Repeat command by variable(s)


        byvar varlist [if exp] [in range] [ , b(coeflist) e(elist) generate
                 missing nolabel pause r(rlist) return se(selist) tabulate
                 unique ] : stata_cmd[@stata_cmd ...]


Description

    byvar repeats stata_cmd (and each additional stata_cmd following each @,
    if present) for each distinct combination of values in varlist.  The
    latter may contain string variables.

    For details of storage of results, see the generate and return options.


Options

    b(coeflist) stores the regression coefficients for variables named in
        coeflist. Individual items may be labelled as with the e() option.

    e(elist) saves the E-class estimates e() named in elist which arise from
        the final stata_cmd in stata_cmd[@stata_cmd ...]. The E-class
        estimates must evaluate to numbers; strings are not allowed. The
        estimate names must be separated by space(s). You may append a label,
        preceded by an = sign, to each estimate name; this will be used to
        label the corresponding column of output (if the tabulate option is
        used) or variable (if the generate option is used). The label will be
        truncated to 14 characters if it is longer than 14. If spaces are to
        be included, the label must be enclosed within quotes (""). Commas,
        colons or equals signs are not allowed anywhere within in the label.
        Example of e() option with such labelling: e(rmse="RMS error" F="F
        statistic" N).

    generate creates new variable(s) corresponding to the quantities named in
        the e(), r(), b() and se() options.
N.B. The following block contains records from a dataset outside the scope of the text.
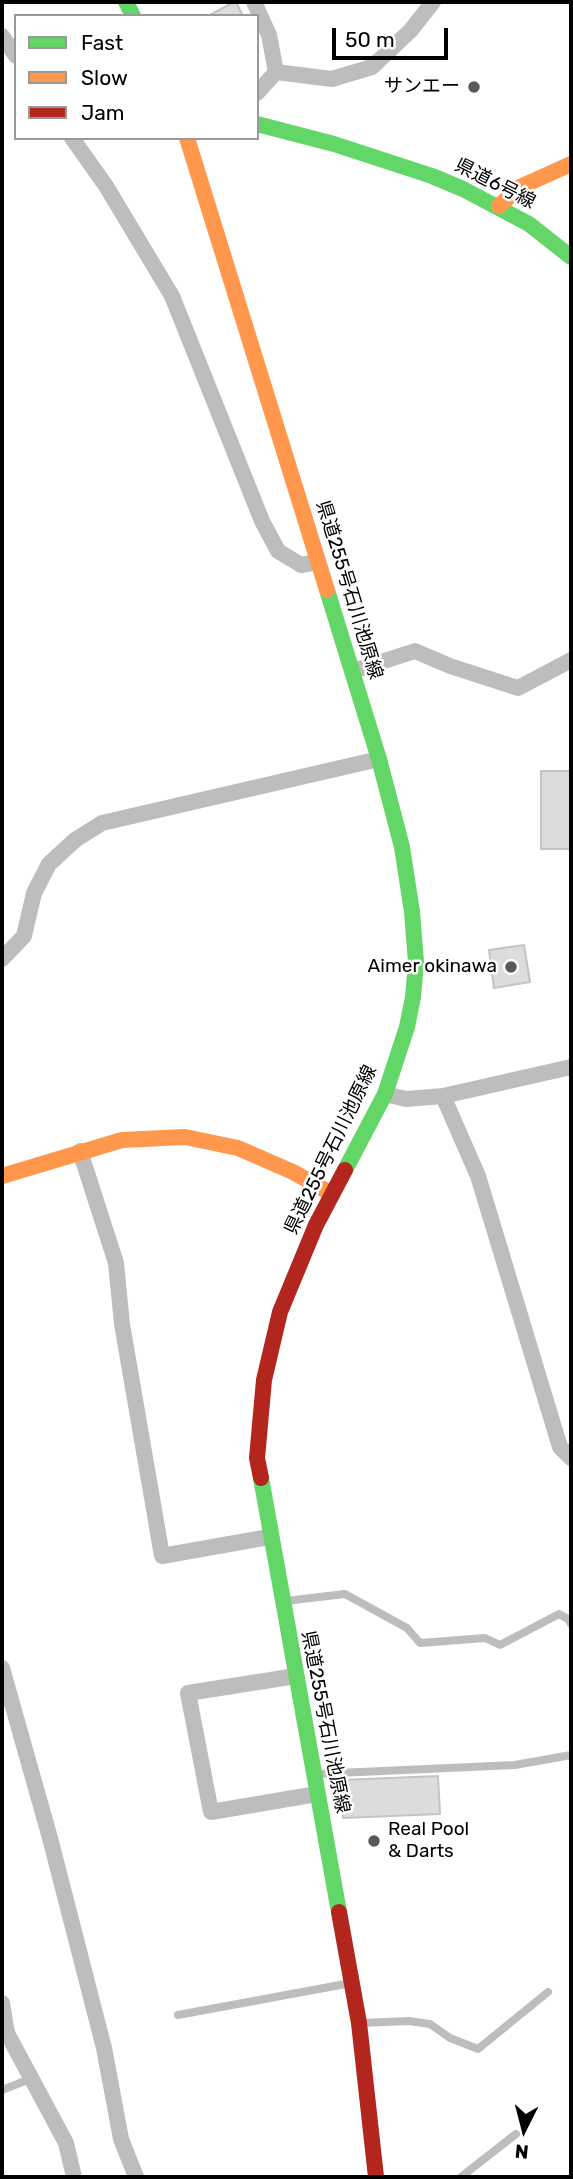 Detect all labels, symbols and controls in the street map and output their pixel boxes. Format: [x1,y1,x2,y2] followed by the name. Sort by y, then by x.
[14,14,259,140] legend
[335,14,450,58] scale bar
[345,27,395,52] text: 50 m
[81,30,123,55] text: Fast
[81,65,128,90] text: Slow
[384,76,460,98] place label: サンエー
[466,79,482,95] marker: サンエー
[81,100,125,125] text: Jam
[451,154,539,214] street label: 県道6号線
[311,498,387,682] street label: 県道255号石川池原線
[368,956,497,978] place label: Aimer okinawa
[503,959,519,975] marker: Aimer okinawa
[280,1062,382,1238] street label: 県道255号石川池原線
[296,1629,354,1815] street label: 県道255号石川池原線
[388,1819,469,1863] place label: Real Pool & Darts
[366,1833,382,1849] marker: Real Pool & Darts
[489,2095,559,2165] north arrow
[514,2139,530,2164] text: N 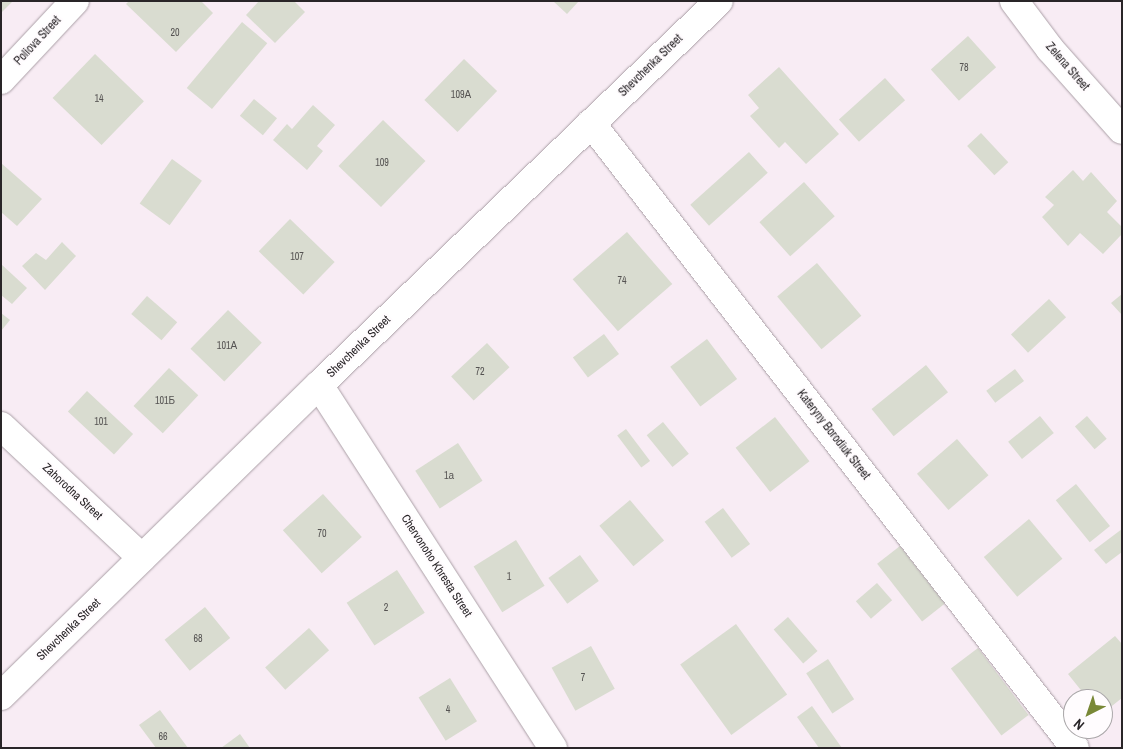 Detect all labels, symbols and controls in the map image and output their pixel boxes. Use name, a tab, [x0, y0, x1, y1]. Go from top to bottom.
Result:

The names of the new variables
        begin with letter E, R, B and S, respectively, followed by up to six
        characters which represent the e(), r(), b() and se() quantity or
        variable name.  The final character is _ (or sometimes, to avoid
        overwriting, a letter).  For example, e(rmse N) generate would create
        variables called Ermse_ and EN_, containing the values of e(rmse) and
        e(N), respectively, as left behind by each execution of the final
        stata_cmd in stata_cmd[@stata_cmd ...]. Results are stored according
        to the combinations of values of the by-variables in varlist.

    missing causes stata_cmd(s) to be executed even when a combination of
        values of any of the variables in varlist involves a missing value.
        The idea is the same as for the missing option in Stata's tabulate
        command.

    nolabel suppresses display of score labels for categoric variables for
        which score labels are defined. Numeric values are used instead.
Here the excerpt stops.